持続可能な社会の実現に向けて、CO2排出量の削減効果が期待される電気自動車(EV)の需要が高まっています。こうした中、日立グループのJR Automationは、あるプロジェクトに着手しました。同社は、ロボットシステムインテグレーターで、産業用ロボットやAI(人工知能)などを活用し、製造や流通システムを自動化する事業を展開しています。

プロジェクトを牽引したのは、同社所属のアプリケーションエンジニア、マルコス・メリノ(Marcos Merino)さん。「今の仕事が面白くて仕方ない」と語るマルコスさんに、仕事に懸ける思いや今後の展望を聞きました。

父親の影響を受けモノづくりの世界に

インタビューに応じるマルコスさん

マルコスさんがモノづくりに惹かれるようになったのは、木工好きの父親がきっかけです。

「父が木材で何かを作ったり、車を修理したりするのをいつも見ていました。そのうち自然と、父が切った木片で新しいモノを作ることに夢中になっていきました」

その後、モノが動く仕組みへの興味も強まって、大学では機械工学を専攻。卒業すると迷うことなく、エンジニアとして働く道を選びました。

「最初に入社したのは航空宇宙産業の関連部品を作る会社で、主に製品の試験を担当しました。次に入った会社はシステムインテグレーターで、自動車部品を作る機械を開発していました」

両社で計2年半ほど働いたあと、JR Automationに入社。現在に至るまで、14年にわたって経験を積んできました。

製造システムの全体像を描き実装

ロボティクスやAIなどの技術で課題解決に導く

JR Automationに入ったマルコスさんは、製造システムの部分的な設計から、徐々に全体の設計を任され、プロジェクト全体を見ていくことになりました。

「お客さまと対話しながら課題を明らかにし、課題解決に最も効果的な機械やプログラムを考えます。製造や流通システムの全体像を描き、実装するのが私の仕事です。コストや納期、環境負荷などのあらゆる条件を網羅し、最適な解決策を提案します」

マルコスさんが担当する業界は、航空宇宙や食品、医療など広範にわたります。なかでも印象深いと語るのは、カナダの大手EVメーカーLion Electricとの協創プロジェクトでした。

環境貢献につながる協創プロジェクト

カナダでは急速にEVの需要が高まる

近年、ガソリン車に代わるエコな車として注目されているEV。カナダのケベック州では、2035年までにガソリン車の新車販売を禁止するという方針が決まり、国や州による積極投資でEVの普及拡大をめざしています。

EVの製造力強化が急務となる中、Lion Electricでは、EVの心臓ともいえるバッテリーを短期間で量産することが求められていました。
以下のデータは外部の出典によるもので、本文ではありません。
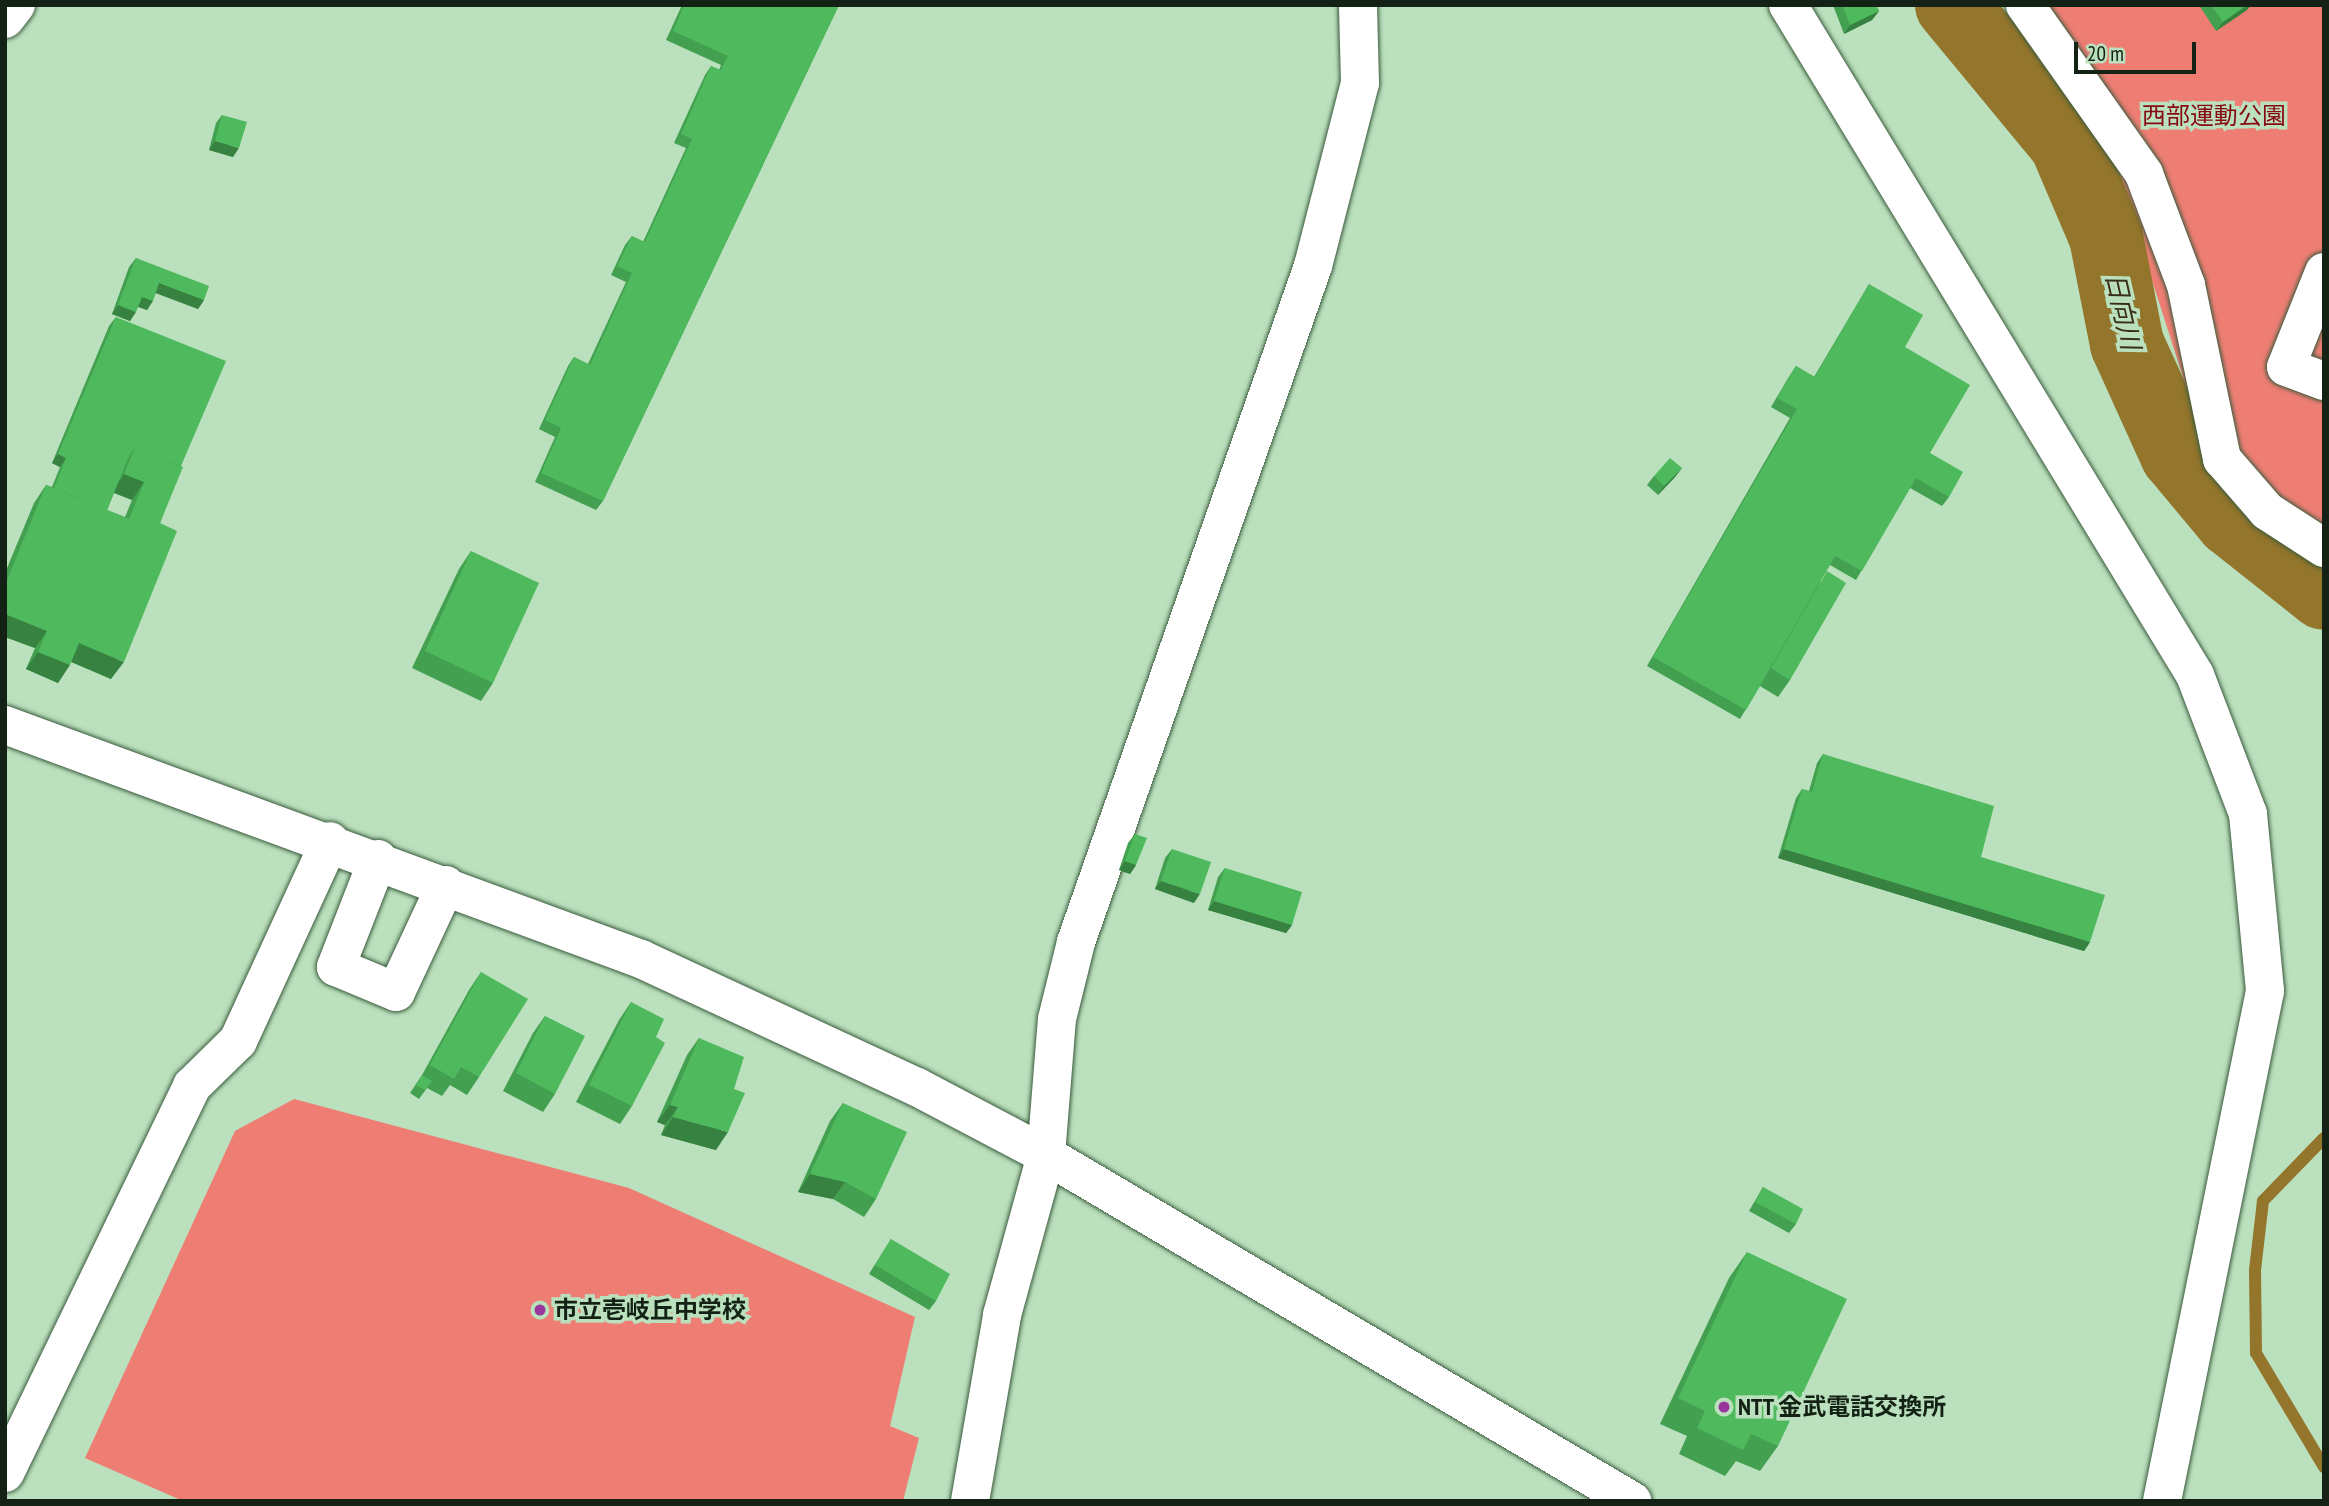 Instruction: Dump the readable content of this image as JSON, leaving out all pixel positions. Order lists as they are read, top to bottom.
{
  "water": ["日向川"],
  "parks": ["西部運動公園"],
  "places": ["市立壱岐丘中学校", "NTT 金武電話交換所"],
  "scale_bar": "20 m"
}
同社は2019年、EVバッテリー製造ラインの立ち上げをJR Automationへ依頼。このプロジェクトを率いたのがマルコスさんです。

「バッテリーは、子どもたちの通学の足として欠かせないEVスクールバス向けです。持続可能な社会の実現に向けた大きなプロジェクトを任されて、ベストを尽くそうと思いました」

最適な製造システムはどのようなものか、プロジェクトメンバーたちと話し合いを日々重ねたといいます。

「ロボットや制御システムなどのサプライヤーをまとめ、AIも活用しバッテリーを自動で製造できるシステムの構築をめざしました。同時に、製品の構築方法を見直し、必要な機器の量を削減することで、製造時の環境負荷を極限まで小さくすることも追求しました」

1年未満で製造ライン立ち上げ

稼働されたEVバッテリー製造ラインの一部

最新のテクノロジーを生かした最適なシステムを模索し続けたマルコスさん。思いもよらない困難にも直面したと振り返ります。
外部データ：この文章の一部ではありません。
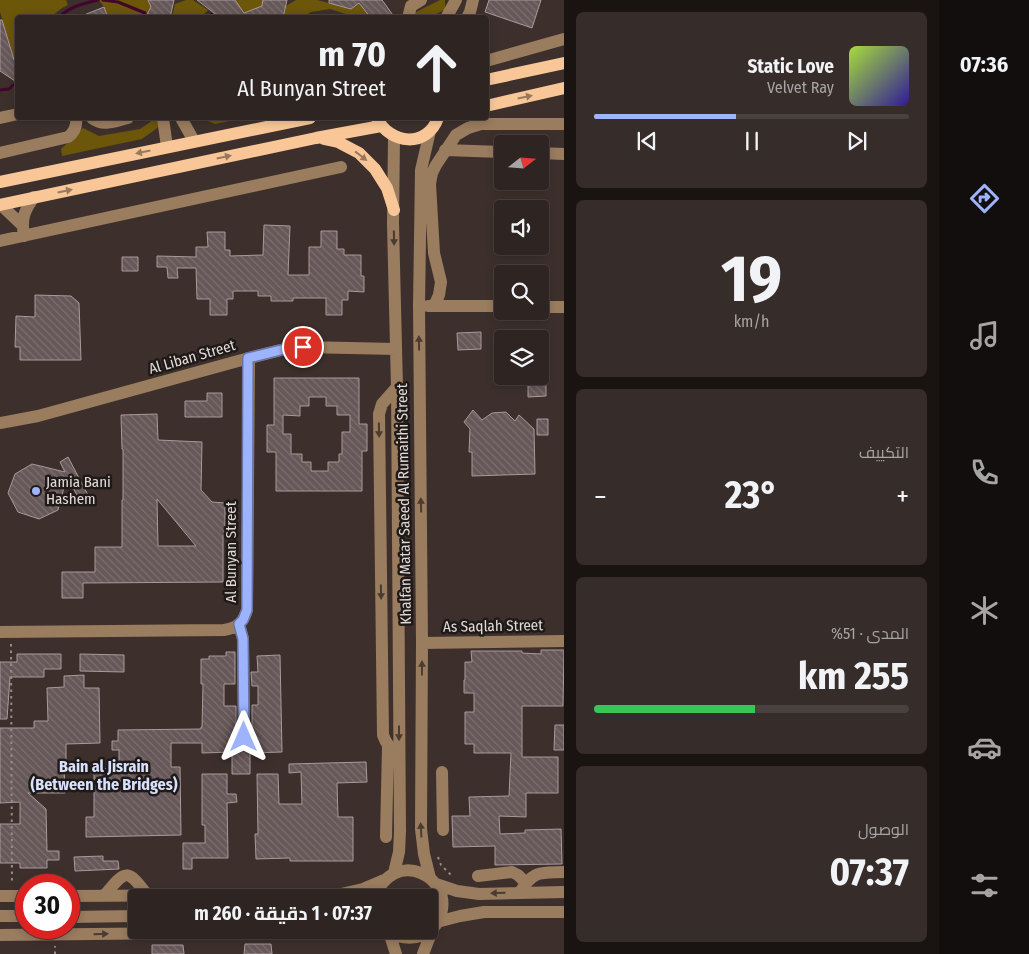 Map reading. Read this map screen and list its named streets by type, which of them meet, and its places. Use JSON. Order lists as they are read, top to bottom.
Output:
{
  "streets": {
    "street": [
      "Al Liban Street",
      "Khalfan Matar Saeed Al Rumaithi Street",
      "Al Bunyan Street",
      "As Saqlah Street"
    ]
  },
  "crossings": [
    ["Al Liban Street", "Khalfan Matar Saeed Al Rumaithi Street"],
    ["Al Liban Street", "Al Bunyan Street"],
    ["Khalfan Matar Saeed Al Rumaithi Street", "As Saqlah Street"]
  ],
  "districts": ["Bain al Jisrain (Between the Bridges)"],
  "places": ["Jamia Bani Hashem"],
  "north": "right",
  "page": {
    "tabs": "07:36",
    "turn": ["70 m", "Al Bunyan Street"],
    "song": ["Static Love", "Velvet Ray"],
    "tile": [
      ["19", "km/h"],
      "التكييف",
      ["المدى · 51%", "255 km"],
      ["الوصول", "07:37"]
    ],
    "heat": ["−", "23°", "+"],
    "limit": "30",
    "trip": "07:37 · 1 دقيقة · 260 m"
  }
}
「このプロジェクトには新型コロナウイルスという未知の困難も加わりました。国・地域をまたいだメンバー同士で集まることが難しいうえに、必要な部品が調達できないという事態でした。希望も出口もないような、絶望的な気分になったときもありました」

しかし、マルコスさんはオンラインでの密なコミュニケーションを続け、別の調達ルートを使うなど、できることを探りながら一歩ずつ前進。プロジェクト開始前には数年かかる見込みでしたが、実際には1年もかからず、安全で高効率、高性能な製造ラインの完全稼働を実現できたといいます。

「14年間のキャリアにおいて、最も顧客と強い協力関係を築けたプロジェクトのひとつだったと感じています。コロナ禍での新たな生活様式のなかで、メンバー全員が団結できたことも一因だったのかもしれません。それぞれが自社の価値観を大切にしつつも、互いのことを思い合い、柔軟な発想でともにゴールをめざすことの大切さを改めて感じる経験になりました」

こうして生み出されたバッテリーは今、EVスクールバスに搭載され、子どもたちを乗せて走り始めています。

未来のために、今 仲間と力を尽くす

切磋琢磨するチームメンバー

2019年に日立グループとなったJR Automation。日立の「社会イノベーション」、すなわち、デジタルとグリーンテクノロジーによるイノベーションを通じて社会課題を解決するという理念は、マルコスさんの考えとも合致するものだったといいます。

「私は、5年、10年という長期的なビジョンを持って、顧客にも社会にもポジティブなインパクトをもたらしたいと思っています。それは日立のめざす方向と一致していますね。現在の仕事を通じて次の世代が生きる世界にも好影響を与えたいですし、そうできると信じています」

「今の仕事が大好き」とはにかみながら語るマルコスさん。仕事のいちばんの醍醐味はどのようなことでしょうか。

「常に新しい挑戦があり、クリエイティビティに富んでいること。これまでの常識にとらわれないことを大切にしています。そして、社会や人々のために挑戦を続ける仲間たちと働けているのは何より幸せです」

よきエンジニア、よき父親でありたい

世の中にポジティブな影響をもたらしたいと語るマルコスさん

マルコスさんには3人の息子がいて、家族と過ごす時間を大切にしています。息子たちは今ロボットづくりに夢中とのこと。まるで、マルコスさんの幼少期をたどっているようです。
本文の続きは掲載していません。